Gentilissimi cineforumisti, per mercoledì 29 ottobre vi attendono due imperdibili appuntamenti.
Alle ore 17 avremo la consueta proiezione riservata ai soci. Di scena LA STRADA VERSO CASA, un film del 2016 diretto da Garth Davis, tratto da un’avvincente storia vera. Racconta la vicenda di un bambino indiano di cinque anni che, dopo essersi perso in una stazione ferroviaria, sale su un treno vuoto e viene portato a migliaia di chilometri da casa, segnando l’inizio di un incredibile viaggio, doloroso e meraviglioso, interiore e spirituale.
Il film tocca corde profondamente umane e morali: parla della perdita e del ritrovamento, non solo di un luogo ma anche di se stessi; della famiglia come legame che supera i confini del sangue; della memoria come ferita e salvezza insieme.
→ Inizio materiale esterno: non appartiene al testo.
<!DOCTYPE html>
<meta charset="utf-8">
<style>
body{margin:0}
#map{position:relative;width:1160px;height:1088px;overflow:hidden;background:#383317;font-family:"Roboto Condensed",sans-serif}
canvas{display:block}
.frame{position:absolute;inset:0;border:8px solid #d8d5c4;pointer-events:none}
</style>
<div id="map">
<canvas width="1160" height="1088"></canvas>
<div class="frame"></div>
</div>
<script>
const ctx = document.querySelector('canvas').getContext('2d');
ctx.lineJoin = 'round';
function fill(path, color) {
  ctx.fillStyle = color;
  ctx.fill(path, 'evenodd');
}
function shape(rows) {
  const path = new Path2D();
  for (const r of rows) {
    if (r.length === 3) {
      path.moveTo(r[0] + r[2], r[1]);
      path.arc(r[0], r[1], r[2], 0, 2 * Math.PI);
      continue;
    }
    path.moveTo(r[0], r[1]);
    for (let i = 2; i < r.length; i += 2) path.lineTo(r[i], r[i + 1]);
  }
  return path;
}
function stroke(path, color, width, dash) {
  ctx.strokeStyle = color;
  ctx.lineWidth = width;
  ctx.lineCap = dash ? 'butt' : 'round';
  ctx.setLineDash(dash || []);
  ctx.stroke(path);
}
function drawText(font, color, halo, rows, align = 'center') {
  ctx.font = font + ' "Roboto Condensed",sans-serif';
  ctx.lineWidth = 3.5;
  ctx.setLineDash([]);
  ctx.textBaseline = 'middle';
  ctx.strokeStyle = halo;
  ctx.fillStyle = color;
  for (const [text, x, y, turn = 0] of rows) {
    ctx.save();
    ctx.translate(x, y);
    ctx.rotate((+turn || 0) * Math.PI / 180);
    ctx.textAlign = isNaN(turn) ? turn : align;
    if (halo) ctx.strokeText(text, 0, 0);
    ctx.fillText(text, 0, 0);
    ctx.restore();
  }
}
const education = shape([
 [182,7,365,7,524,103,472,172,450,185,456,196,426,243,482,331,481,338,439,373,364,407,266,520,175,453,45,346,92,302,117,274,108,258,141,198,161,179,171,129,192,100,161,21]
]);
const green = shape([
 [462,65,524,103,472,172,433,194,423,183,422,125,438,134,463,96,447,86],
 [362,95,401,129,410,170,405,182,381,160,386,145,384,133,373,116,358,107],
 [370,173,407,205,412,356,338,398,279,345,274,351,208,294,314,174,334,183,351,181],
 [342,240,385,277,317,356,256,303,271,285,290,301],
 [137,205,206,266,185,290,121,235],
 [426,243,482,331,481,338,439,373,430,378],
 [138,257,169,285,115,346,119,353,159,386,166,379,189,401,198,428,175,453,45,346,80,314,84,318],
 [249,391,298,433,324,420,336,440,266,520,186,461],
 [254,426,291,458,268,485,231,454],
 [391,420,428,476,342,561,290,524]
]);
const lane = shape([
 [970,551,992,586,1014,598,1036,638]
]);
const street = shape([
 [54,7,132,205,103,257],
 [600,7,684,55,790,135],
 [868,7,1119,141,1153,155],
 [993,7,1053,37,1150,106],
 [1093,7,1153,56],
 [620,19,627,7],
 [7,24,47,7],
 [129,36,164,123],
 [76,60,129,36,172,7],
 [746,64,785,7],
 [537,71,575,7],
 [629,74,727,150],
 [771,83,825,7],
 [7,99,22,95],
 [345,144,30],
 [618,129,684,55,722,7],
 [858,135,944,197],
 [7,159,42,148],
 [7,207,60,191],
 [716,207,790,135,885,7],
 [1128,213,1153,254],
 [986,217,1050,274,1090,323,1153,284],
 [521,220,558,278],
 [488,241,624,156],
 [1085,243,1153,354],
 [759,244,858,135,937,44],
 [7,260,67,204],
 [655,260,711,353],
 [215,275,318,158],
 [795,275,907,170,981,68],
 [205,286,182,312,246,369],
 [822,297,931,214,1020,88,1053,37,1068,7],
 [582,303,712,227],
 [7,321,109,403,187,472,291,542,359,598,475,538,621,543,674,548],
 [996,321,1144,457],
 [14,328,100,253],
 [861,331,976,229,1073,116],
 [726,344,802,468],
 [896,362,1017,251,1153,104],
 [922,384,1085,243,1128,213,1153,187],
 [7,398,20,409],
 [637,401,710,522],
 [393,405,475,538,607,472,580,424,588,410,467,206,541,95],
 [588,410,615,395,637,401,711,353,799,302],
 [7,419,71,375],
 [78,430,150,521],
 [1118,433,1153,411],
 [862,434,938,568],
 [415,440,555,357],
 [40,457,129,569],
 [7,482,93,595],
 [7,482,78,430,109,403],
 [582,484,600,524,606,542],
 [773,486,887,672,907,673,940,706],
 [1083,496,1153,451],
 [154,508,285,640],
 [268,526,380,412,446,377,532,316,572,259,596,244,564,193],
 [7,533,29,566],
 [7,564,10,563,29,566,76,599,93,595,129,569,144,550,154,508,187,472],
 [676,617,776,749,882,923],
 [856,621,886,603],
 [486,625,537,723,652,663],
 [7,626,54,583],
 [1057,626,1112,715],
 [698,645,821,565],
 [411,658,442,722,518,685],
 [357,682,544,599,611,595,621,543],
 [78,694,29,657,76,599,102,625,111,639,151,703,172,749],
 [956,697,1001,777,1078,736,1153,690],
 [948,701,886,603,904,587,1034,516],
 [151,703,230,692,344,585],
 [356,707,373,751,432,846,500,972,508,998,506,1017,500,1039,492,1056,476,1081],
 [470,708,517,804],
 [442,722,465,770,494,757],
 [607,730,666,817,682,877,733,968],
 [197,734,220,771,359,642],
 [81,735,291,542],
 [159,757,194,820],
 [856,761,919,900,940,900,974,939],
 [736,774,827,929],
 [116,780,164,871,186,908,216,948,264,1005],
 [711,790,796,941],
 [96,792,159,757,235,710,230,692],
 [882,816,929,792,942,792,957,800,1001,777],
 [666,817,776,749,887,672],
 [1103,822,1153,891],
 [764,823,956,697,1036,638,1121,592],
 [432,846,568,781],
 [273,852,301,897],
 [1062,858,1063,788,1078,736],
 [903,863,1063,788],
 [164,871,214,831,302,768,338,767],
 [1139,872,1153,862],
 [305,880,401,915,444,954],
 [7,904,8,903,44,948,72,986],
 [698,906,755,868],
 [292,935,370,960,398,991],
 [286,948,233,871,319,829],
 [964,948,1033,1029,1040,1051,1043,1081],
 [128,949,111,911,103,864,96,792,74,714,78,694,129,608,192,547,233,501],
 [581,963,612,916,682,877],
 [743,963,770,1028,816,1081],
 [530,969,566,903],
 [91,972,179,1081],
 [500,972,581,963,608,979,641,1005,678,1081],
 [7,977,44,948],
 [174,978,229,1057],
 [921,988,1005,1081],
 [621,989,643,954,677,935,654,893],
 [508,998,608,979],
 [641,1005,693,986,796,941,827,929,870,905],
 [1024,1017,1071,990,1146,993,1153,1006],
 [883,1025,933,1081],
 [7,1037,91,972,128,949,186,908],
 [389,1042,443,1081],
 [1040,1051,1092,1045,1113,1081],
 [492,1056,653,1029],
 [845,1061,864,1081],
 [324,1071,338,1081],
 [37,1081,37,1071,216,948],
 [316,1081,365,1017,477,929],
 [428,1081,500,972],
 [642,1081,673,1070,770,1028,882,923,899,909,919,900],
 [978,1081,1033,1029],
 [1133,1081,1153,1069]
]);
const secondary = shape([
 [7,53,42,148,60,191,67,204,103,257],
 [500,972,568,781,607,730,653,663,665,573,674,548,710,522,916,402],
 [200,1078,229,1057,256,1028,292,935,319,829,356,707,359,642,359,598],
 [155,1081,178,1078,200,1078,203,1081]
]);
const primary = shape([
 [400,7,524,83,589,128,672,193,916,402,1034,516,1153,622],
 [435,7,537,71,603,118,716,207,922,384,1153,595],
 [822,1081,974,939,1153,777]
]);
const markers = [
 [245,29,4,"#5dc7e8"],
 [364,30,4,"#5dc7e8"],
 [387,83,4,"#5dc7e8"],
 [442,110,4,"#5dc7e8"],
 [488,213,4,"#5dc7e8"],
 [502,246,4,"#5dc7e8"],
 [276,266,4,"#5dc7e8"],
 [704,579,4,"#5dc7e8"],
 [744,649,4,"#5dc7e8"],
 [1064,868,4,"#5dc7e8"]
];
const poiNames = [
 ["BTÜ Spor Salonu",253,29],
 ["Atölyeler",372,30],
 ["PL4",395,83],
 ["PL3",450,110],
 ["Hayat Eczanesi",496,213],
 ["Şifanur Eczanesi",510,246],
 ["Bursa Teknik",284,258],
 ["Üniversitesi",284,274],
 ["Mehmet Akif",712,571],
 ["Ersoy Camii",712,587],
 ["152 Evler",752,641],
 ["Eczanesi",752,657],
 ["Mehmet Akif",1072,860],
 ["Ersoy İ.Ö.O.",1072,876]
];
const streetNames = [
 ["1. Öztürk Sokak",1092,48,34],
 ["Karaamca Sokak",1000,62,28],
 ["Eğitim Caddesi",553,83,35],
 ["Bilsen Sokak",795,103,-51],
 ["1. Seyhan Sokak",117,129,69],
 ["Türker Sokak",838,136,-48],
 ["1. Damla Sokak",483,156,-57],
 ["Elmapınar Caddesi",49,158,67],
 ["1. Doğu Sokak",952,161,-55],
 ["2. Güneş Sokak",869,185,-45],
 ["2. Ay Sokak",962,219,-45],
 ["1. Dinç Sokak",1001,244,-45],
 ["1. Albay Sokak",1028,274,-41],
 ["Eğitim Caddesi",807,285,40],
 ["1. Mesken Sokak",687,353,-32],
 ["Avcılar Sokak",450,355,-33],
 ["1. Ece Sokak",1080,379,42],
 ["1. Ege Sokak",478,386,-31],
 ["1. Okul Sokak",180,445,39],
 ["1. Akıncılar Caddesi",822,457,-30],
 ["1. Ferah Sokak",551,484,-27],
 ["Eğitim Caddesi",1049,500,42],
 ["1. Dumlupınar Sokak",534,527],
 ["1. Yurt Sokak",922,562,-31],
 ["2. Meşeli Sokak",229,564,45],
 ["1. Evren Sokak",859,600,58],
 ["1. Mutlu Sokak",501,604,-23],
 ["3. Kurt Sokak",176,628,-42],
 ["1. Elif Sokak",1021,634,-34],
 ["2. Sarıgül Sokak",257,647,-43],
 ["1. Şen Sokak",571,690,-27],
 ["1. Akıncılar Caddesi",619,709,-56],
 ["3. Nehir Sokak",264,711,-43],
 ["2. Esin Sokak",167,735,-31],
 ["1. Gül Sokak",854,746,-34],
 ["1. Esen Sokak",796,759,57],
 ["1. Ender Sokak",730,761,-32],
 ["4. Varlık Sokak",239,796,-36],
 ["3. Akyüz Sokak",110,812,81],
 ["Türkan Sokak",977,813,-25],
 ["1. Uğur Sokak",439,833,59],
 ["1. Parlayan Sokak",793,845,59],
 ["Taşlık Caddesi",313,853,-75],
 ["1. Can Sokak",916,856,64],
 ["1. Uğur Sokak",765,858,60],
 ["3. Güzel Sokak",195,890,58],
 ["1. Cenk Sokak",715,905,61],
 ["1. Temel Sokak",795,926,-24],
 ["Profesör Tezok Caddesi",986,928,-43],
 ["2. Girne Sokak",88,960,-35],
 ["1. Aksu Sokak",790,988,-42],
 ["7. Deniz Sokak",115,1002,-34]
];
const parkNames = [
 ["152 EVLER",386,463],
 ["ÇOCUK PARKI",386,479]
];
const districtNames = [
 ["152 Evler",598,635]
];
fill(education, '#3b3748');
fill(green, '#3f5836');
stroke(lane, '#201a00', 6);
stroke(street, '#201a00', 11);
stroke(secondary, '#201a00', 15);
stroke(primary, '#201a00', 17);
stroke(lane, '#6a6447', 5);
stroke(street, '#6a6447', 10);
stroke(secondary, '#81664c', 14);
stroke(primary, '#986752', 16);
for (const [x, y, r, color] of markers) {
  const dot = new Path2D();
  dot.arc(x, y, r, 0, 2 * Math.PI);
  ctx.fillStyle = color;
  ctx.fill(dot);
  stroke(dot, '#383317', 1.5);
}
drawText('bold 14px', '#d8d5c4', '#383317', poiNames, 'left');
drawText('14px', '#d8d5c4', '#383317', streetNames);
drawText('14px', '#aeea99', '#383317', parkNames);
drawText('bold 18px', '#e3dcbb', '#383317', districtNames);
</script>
Sul piano sentimentale, LA STRADA VERSO CASA è un film sull’amore in tutte le sue forme: l’amore materno che non si spegne nonostante la distanza, l’amore filiale che sopravvive al tempo, e l’amore universale che ci spinge a cercare un senso, un luogo, un volto da chiamare “casa”. LA STRADA VERSO CASA è un film che emoziona perché è vero e perché ci ricorda quanto fragile e potente possa essere il desiderio di appartenere.

Alle ore 20 cambiamo scenario con una seconda proiezione, in collaborazione  con il Teatro del lido, aperta a tutti.
Si tratta di BLUE (1993) di Derek Jarman, film unico e radicale, un’esperienza cinematografica e sensoriale che sfida ogni convenzione narrativa e visiva. Realizzato quando il regista era ormai quasi completamente cieco a causa dell’AIDS, si compone di un’unica, ipnotica inquadratura: un campo visivo interamente immerso in una sola tonalità di blu, l’ultima che Jarman riusciva ancora a distinguere.
Su questo fondo monocromo si intrecciano quattro voci – quelle dello stesso Jarman e dei suoi collaboratori – che costruiscono una sorta di SONODRAMMA, un viaggio poetico e filosofico nella memoria, nel dolore e nella contemplazione appassionata della vita. Le parole, la musica e i suoni diventano i veri protagonisti del film: il colore, unico e assoluto, diventa un luogo dell’anima, un orizzonte interiore.
BLUE è una profonda meditazione sull’esistenza, sull’identità e sull’amore. È la testimonianza estrema di un artista che trasforma la perdita della vista in un atto creativo e spirituale: la rinuncia all’immagine diventa un modo per restituire alla parola e al suono la loro potenza originaria.
Doppio appuntamento dunque per mercoledì 29 ottobre.
Il tutto come sempre al Teatro del Lido, Via delle Sirene 22, Via Ostia.
Con l’affetto e la stima del vostro critico, del Presidente e di tutto lo staff dell’OcchioEstraneo.